** Opening DATASET ENTRIES block **

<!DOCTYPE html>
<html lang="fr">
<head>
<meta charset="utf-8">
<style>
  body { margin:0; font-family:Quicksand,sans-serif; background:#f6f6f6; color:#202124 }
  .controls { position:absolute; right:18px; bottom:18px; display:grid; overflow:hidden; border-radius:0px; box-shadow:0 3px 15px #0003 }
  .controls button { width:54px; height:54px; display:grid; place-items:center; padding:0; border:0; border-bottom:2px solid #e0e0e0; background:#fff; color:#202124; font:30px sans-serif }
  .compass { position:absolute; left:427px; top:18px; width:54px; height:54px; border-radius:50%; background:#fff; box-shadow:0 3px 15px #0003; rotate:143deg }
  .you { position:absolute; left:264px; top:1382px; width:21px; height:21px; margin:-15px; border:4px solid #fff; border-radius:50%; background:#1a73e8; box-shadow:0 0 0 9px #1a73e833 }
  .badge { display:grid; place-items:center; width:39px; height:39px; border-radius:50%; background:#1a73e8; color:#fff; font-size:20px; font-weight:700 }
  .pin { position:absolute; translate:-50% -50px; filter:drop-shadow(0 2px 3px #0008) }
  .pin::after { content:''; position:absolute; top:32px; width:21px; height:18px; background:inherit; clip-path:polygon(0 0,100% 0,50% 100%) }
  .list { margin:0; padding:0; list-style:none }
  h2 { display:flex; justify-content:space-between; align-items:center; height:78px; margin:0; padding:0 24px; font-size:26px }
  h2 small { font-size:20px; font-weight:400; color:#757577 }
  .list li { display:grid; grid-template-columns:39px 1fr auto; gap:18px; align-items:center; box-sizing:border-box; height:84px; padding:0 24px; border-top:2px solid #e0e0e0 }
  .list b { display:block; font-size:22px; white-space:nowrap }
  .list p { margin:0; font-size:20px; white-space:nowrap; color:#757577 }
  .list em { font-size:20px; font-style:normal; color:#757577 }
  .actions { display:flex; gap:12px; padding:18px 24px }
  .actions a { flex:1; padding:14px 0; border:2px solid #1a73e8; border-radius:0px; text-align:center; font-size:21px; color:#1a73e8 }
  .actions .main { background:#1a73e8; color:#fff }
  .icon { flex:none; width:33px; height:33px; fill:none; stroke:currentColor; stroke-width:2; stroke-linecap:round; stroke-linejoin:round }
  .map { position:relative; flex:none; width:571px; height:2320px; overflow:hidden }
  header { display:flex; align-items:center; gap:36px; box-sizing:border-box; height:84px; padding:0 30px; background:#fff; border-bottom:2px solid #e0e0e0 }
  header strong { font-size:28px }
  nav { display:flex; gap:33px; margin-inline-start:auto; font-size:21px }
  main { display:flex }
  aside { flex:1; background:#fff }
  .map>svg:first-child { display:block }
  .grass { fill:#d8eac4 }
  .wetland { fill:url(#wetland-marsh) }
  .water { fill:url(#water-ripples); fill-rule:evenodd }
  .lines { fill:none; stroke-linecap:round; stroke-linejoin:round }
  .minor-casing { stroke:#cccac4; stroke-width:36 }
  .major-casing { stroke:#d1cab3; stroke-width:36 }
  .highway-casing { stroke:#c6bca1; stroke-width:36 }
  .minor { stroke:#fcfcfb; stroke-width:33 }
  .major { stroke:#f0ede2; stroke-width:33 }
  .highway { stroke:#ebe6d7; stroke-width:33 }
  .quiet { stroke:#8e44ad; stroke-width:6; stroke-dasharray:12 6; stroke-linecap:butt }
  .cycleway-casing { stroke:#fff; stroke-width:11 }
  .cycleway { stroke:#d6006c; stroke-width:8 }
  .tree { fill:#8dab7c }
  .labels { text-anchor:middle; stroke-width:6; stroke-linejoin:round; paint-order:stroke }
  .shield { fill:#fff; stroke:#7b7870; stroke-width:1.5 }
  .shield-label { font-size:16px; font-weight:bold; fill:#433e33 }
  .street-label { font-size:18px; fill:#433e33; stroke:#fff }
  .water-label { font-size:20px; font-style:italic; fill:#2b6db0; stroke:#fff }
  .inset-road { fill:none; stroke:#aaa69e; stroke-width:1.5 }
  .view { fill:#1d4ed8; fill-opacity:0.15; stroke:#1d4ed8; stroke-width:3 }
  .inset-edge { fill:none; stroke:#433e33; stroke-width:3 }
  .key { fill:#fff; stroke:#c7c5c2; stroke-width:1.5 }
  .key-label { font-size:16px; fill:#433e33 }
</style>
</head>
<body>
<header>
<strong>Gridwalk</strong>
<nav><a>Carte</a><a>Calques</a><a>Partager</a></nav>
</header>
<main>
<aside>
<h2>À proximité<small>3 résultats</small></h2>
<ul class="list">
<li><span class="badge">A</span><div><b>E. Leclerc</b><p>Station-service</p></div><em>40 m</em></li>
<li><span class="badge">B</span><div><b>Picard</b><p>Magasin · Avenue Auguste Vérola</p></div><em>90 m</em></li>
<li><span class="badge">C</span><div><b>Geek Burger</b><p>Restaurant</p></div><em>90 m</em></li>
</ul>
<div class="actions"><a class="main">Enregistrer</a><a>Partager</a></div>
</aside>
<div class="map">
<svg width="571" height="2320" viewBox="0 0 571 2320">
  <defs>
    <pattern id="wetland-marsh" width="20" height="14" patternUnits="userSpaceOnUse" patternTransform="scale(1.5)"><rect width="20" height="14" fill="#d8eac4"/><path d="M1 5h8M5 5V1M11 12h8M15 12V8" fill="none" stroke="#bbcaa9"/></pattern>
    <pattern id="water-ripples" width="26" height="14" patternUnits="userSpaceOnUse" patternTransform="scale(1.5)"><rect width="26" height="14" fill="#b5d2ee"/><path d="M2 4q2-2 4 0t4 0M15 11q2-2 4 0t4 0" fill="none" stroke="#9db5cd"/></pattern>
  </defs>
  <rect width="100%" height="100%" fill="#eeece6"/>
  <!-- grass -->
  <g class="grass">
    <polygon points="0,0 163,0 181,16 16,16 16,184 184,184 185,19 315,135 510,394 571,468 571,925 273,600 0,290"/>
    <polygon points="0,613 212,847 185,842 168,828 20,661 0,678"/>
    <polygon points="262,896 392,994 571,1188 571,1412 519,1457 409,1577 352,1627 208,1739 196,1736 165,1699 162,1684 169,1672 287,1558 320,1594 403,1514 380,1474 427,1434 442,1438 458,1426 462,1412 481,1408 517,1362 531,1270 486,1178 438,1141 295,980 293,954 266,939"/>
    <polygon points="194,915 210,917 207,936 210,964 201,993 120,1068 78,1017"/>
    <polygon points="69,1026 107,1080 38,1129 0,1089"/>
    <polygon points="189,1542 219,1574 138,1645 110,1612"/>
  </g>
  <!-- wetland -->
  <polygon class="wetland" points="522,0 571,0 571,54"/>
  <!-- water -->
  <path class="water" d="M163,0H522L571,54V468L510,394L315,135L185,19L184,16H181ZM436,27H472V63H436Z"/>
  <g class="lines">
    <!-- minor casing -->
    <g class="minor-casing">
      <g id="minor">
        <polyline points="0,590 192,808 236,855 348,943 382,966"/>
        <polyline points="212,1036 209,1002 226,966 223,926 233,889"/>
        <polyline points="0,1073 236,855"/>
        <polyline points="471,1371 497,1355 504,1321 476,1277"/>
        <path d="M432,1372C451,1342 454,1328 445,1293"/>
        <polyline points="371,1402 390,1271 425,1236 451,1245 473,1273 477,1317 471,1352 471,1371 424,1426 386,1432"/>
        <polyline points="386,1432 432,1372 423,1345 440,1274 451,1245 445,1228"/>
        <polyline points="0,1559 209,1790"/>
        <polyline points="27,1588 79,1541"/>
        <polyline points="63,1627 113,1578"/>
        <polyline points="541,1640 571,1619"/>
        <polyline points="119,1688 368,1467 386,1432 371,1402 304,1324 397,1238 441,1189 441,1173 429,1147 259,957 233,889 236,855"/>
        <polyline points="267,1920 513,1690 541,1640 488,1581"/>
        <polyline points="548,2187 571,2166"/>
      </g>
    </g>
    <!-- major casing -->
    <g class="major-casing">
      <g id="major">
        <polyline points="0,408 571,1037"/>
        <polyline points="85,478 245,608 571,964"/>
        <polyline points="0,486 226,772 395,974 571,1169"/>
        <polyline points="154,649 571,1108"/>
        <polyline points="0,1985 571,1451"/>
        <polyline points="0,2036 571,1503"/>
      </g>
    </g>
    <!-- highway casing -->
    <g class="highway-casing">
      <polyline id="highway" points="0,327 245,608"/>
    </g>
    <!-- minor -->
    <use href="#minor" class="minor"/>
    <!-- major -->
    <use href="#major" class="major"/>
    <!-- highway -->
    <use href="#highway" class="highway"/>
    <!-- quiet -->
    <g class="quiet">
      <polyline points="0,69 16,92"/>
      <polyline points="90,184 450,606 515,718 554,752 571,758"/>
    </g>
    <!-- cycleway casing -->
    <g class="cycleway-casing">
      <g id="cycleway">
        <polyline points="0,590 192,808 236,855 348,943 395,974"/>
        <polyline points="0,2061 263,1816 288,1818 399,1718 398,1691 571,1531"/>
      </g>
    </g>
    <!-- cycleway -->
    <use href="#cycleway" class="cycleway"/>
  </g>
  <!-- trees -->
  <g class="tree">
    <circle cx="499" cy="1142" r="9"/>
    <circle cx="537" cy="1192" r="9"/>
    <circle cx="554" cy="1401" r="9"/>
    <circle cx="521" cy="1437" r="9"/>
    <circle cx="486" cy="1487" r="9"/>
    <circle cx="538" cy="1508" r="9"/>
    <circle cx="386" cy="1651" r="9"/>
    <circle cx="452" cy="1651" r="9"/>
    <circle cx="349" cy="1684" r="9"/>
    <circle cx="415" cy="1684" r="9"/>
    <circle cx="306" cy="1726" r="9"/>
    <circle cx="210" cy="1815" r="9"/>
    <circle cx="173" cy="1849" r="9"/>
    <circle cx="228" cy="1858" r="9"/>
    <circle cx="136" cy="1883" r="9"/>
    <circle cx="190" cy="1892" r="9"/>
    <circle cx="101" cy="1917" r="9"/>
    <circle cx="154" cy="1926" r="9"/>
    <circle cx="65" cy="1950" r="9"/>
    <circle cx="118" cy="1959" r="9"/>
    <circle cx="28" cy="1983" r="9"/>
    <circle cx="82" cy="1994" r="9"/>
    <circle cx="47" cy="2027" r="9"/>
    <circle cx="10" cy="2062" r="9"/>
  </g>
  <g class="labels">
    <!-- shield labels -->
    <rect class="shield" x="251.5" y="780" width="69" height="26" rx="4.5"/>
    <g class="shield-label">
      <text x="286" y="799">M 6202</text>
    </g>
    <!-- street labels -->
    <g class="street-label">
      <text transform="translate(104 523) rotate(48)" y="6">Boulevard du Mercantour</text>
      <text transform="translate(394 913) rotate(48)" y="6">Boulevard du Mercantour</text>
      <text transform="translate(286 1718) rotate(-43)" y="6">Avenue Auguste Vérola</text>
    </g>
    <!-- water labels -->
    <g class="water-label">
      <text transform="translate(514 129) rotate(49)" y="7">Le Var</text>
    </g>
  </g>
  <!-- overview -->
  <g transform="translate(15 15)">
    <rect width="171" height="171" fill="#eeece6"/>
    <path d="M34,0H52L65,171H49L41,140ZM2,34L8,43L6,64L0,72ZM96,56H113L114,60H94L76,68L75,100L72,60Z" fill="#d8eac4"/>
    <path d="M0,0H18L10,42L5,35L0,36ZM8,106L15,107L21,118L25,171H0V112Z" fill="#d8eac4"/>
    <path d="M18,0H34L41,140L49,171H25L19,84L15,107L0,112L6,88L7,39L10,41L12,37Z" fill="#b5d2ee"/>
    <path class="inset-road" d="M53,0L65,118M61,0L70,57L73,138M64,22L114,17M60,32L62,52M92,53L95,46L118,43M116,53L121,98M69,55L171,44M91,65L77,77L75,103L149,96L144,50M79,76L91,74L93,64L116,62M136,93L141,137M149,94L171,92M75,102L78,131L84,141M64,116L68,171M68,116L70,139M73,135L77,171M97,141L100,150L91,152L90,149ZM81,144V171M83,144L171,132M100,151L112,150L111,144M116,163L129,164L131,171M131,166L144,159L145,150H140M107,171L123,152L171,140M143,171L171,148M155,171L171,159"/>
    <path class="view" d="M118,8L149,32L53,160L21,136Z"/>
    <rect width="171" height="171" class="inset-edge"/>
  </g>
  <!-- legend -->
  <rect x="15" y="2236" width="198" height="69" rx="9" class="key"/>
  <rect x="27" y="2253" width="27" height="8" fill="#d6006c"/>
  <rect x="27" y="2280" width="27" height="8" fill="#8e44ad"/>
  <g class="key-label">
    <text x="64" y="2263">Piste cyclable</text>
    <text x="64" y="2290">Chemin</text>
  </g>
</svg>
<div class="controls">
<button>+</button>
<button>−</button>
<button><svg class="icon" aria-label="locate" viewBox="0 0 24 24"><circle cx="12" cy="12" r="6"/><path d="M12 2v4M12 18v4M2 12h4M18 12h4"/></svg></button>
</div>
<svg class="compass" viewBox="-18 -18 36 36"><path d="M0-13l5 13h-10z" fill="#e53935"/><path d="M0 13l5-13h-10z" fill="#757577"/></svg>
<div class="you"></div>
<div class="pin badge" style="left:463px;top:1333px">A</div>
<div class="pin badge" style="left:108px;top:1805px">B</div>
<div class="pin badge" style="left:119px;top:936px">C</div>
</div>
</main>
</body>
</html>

** Closing DATASET ENTRIES block **

If a line above contains the word "lines", list it.

  .lines { fill:none; stroke-linecap:round; stroke-linejoin:round }
  <g class="lines">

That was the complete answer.